Your objective: Look through the data below and return each line where "Keep" appears.
◆ ◆ ◆ ◆ ◆
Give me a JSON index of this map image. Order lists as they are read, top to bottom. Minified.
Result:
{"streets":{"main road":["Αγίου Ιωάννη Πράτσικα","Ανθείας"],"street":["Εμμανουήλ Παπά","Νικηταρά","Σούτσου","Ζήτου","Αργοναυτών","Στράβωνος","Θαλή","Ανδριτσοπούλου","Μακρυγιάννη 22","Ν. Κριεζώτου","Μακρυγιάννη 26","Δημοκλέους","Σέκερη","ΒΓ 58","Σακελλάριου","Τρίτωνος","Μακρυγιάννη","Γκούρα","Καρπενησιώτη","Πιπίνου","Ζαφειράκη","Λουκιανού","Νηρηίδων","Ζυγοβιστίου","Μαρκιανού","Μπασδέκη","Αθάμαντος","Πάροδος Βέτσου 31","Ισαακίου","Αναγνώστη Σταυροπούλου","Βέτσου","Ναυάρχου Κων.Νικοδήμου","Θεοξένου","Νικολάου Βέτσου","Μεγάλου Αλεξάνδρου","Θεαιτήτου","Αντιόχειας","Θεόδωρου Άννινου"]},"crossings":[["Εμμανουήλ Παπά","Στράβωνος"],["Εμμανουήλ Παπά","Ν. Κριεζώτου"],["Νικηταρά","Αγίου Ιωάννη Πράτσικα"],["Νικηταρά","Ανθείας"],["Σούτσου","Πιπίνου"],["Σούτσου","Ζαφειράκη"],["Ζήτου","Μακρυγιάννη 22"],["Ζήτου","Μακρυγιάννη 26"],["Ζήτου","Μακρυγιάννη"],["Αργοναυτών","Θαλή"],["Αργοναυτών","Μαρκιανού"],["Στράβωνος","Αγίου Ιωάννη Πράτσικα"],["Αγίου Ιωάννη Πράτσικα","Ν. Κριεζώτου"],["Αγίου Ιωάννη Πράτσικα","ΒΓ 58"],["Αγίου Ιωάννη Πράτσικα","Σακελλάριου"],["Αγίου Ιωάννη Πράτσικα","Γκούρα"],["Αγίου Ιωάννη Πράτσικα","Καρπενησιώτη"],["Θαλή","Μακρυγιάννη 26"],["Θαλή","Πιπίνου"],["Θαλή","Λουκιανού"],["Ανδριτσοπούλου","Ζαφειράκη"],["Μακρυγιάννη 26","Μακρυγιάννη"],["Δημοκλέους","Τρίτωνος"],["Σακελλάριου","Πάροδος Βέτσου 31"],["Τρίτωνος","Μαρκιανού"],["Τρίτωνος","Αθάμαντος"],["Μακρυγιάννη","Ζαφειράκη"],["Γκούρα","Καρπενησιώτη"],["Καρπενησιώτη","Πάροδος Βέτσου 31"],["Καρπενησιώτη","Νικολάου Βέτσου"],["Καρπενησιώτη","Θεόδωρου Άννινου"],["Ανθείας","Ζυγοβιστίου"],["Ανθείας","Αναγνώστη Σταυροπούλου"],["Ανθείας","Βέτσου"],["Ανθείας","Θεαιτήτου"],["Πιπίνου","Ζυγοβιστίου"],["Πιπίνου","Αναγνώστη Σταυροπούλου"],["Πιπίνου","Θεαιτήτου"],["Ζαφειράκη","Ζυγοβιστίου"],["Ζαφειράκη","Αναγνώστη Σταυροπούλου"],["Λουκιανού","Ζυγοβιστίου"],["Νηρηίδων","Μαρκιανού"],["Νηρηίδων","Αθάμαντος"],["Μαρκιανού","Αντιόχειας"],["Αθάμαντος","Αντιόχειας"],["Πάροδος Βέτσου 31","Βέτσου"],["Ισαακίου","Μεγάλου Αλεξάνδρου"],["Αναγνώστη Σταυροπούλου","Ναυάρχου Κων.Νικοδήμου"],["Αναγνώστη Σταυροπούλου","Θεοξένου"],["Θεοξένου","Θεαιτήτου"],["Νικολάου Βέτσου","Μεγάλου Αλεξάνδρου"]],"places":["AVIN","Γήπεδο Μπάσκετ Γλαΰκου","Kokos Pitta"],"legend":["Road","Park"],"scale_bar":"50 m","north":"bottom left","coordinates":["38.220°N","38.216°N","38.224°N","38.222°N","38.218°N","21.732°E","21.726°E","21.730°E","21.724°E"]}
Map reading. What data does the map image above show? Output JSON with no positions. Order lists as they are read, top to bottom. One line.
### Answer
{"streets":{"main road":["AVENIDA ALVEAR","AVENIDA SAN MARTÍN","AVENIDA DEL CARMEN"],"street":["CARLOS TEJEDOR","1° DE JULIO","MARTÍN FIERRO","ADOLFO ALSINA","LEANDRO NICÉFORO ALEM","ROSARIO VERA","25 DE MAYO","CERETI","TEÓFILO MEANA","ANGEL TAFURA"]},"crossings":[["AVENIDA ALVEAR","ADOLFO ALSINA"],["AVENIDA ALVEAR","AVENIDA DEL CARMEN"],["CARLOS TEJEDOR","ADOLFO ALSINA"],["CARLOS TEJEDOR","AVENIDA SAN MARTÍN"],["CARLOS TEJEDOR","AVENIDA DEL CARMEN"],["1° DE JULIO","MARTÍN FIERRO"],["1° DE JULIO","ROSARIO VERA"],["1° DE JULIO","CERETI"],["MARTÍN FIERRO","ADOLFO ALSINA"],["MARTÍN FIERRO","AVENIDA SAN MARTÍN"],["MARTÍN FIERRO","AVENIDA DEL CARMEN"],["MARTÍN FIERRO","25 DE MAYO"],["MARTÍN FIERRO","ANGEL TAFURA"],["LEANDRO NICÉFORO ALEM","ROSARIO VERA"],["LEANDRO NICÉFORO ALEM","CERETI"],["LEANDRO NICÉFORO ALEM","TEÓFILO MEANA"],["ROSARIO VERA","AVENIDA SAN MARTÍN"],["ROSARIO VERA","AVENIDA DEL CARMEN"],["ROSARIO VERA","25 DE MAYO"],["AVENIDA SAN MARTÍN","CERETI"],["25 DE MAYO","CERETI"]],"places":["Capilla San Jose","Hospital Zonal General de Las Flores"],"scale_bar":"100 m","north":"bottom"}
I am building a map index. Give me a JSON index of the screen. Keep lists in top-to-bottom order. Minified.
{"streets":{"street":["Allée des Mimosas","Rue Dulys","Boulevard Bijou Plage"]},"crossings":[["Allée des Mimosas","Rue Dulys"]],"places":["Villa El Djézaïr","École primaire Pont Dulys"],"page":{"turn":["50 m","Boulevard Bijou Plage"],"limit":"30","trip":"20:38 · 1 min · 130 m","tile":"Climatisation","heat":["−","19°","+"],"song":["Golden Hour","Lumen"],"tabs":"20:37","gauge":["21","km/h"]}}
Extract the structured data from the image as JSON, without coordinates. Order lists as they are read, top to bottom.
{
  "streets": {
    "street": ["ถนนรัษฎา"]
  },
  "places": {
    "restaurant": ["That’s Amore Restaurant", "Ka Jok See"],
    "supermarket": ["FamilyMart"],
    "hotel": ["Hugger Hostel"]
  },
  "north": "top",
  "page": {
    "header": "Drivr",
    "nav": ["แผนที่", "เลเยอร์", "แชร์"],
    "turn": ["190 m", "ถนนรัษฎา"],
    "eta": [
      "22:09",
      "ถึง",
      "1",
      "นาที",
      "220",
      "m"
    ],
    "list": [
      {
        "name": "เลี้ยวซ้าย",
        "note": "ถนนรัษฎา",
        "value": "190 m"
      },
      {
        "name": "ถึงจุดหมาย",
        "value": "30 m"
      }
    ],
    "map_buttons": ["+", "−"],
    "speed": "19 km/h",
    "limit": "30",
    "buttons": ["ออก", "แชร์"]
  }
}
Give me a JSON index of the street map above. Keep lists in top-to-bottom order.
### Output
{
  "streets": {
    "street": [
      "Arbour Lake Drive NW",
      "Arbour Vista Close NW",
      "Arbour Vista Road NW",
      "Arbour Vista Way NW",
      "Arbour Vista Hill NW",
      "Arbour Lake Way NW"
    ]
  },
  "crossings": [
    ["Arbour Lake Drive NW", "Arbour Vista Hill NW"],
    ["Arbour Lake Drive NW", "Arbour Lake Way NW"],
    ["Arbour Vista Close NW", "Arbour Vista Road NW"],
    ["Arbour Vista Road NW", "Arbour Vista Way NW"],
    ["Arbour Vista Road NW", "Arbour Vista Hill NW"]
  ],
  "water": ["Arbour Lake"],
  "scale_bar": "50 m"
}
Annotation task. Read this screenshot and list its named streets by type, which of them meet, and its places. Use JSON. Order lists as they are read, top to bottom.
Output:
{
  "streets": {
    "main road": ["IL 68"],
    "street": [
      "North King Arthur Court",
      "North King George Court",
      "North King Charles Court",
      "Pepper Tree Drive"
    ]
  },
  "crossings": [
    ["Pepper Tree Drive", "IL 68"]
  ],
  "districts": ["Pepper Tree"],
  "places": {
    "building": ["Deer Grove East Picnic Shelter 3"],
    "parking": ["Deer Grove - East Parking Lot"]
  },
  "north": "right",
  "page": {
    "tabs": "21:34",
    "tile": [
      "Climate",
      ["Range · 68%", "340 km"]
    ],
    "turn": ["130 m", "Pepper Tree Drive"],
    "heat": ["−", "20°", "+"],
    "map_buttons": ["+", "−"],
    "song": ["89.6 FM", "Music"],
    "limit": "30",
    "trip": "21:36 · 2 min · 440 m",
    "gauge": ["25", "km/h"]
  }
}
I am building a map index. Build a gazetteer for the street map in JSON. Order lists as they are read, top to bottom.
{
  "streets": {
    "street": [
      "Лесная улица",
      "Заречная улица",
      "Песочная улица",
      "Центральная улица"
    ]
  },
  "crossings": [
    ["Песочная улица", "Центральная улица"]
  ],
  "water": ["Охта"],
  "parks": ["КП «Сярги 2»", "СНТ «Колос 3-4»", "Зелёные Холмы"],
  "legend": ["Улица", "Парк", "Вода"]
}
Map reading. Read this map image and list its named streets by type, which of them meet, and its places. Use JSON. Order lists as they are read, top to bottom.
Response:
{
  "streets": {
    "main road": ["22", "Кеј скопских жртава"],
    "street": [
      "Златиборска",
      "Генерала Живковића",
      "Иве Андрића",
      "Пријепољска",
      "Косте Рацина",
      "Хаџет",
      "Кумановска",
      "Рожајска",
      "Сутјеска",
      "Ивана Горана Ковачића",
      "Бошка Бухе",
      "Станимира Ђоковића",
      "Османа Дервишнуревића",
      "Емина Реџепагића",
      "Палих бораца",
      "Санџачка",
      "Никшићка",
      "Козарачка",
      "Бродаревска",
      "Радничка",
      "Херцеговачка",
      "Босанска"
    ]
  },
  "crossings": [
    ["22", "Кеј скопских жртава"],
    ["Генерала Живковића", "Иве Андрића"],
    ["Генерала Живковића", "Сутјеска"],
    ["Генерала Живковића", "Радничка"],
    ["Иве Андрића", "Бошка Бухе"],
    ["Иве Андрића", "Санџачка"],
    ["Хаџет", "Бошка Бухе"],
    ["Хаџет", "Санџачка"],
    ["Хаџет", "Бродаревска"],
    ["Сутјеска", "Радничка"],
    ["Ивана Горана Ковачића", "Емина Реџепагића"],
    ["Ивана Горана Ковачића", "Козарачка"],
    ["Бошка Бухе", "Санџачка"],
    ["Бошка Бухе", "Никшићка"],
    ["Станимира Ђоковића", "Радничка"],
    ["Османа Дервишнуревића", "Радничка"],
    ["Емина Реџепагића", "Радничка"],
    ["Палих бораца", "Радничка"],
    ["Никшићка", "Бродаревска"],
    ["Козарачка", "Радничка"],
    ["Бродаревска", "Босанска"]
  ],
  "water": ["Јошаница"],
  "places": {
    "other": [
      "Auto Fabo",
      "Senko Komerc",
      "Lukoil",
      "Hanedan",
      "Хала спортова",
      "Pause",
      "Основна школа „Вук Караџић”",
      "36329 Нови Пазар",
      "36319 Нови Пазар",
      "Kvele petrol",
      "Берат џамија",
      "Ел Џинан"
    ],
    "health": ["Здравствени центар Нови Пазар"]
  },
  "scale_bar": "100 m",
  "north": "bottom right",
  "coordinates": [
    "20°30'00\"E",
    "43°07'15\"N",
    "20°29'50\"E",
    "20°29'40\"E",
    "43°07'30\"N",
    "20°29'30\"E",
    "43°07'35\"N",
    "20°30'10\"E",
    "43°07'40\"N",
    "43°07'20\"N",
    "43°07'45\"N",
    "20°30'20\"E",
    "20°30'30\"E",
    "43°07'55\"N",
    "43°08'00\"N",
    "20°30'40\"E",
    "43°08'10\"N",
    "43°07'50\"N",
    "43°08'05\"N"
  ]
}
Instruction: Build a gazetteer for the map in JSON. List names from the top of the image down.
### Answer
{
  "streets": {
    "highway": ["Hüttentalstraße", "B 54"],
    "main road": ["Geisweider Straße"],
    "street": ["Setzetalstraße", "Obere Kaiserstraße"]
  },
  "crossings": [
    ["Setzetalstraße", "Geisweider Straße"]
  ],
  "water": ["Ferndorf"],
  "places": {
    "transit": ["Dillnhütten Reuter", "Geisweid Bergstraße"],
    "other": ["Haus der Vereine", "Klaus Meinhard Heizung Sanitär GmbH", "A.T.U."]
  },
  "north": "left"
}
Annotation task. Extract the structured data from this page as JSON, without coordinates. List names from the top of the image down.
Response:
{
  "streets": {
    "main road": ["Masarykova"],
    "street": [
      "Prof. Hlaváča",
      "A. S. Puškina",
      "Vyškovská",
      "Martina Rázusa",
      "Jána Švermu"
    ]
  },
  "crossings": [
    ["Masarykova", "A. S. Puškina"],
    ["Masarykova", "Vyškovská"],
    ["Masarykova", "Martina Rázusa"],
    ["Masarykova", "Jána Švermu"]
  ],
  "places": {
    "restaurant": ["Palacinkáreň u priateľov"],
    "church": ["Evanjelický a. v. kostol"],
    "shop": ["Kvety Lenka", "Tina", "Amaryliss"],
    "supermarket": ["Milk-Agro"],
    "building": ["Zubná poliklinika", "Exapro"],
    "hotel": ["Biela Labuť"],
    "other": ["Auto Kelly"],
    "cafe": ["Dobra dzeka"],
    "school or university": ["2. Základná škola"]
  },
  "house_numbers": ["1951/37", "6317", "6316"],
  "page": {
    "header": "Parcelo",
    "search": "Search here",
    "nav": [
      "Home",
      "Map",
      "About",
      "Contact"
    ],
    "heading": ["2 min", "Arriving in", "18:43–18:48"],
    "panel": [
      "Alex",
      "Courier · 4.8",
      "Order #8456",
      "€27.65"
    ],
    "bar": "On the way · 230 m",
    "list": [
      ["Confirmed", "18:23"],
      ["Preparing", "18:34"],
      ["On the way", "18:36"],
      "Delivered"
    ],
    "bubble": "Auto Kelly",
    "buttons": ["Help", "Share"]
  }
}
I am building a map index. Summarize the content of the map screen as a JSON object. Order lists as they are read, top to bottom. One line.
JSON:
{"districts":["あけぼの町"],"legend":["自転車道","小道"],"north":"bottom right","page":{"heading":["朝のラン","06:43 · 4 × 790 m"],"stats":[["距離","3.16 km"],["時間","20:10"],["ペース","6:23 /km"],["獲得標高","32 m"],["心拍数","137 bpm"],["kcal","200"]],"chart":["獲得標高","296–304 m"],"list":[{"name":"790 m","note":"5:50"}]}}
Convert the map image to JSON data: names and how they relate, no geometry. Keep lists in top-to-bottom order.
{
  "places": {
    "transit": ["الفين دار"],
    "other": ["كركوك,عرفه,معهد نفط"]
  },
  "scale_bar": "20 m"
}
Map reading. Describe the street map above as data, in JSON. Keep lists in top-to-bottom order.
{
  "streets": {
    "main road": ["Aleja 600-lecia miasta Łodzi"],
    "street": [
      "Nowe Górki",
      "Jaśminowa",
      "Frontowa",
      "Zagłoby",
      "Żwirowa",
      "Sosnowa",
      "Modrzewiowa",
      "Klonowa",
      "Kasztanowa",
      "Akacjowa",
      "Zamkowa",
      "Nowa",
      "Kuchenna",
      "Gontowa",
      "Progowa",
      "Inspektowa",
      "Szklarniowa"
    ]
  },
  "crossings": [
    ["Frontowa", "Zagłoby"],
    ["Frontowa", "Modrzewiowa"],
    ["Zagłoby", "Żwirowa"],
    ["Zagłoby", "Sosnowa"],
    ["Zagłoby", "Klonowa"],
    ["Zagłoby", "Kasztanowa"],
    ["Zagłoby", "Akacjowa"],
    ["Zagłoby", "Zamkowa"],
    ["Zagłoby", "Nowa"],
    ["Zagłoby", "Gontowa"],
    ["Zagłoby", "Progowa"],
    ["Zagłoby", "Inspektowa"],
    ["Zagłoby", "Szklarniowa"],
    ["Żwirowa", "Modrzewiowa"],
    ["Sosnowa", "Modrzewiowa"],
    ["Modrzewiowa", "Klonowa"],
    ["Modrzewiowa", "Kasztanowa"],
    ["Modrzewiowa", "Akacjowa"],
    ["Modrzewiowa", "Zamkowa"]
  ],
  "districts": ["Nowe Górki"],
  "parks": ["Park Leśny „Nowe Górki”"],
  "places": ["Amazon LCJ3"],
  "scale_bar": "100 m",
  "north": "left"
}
◆ ◆ ◆ ◆ ◆
Solution:
I am building a map index. Give me a JSON index of the screen. Keep lists in top-to-bottom order. Minified.
Give me a JSON index of the street map above. Keep lists in top-to-bottom order.
Convert the map image to JSON data: names and how they relate, no geometry. Keep lists in top-to-bottom order.
Map reading. Describe the street map above as data, in JSON. Keep lists in top-to-bottom order.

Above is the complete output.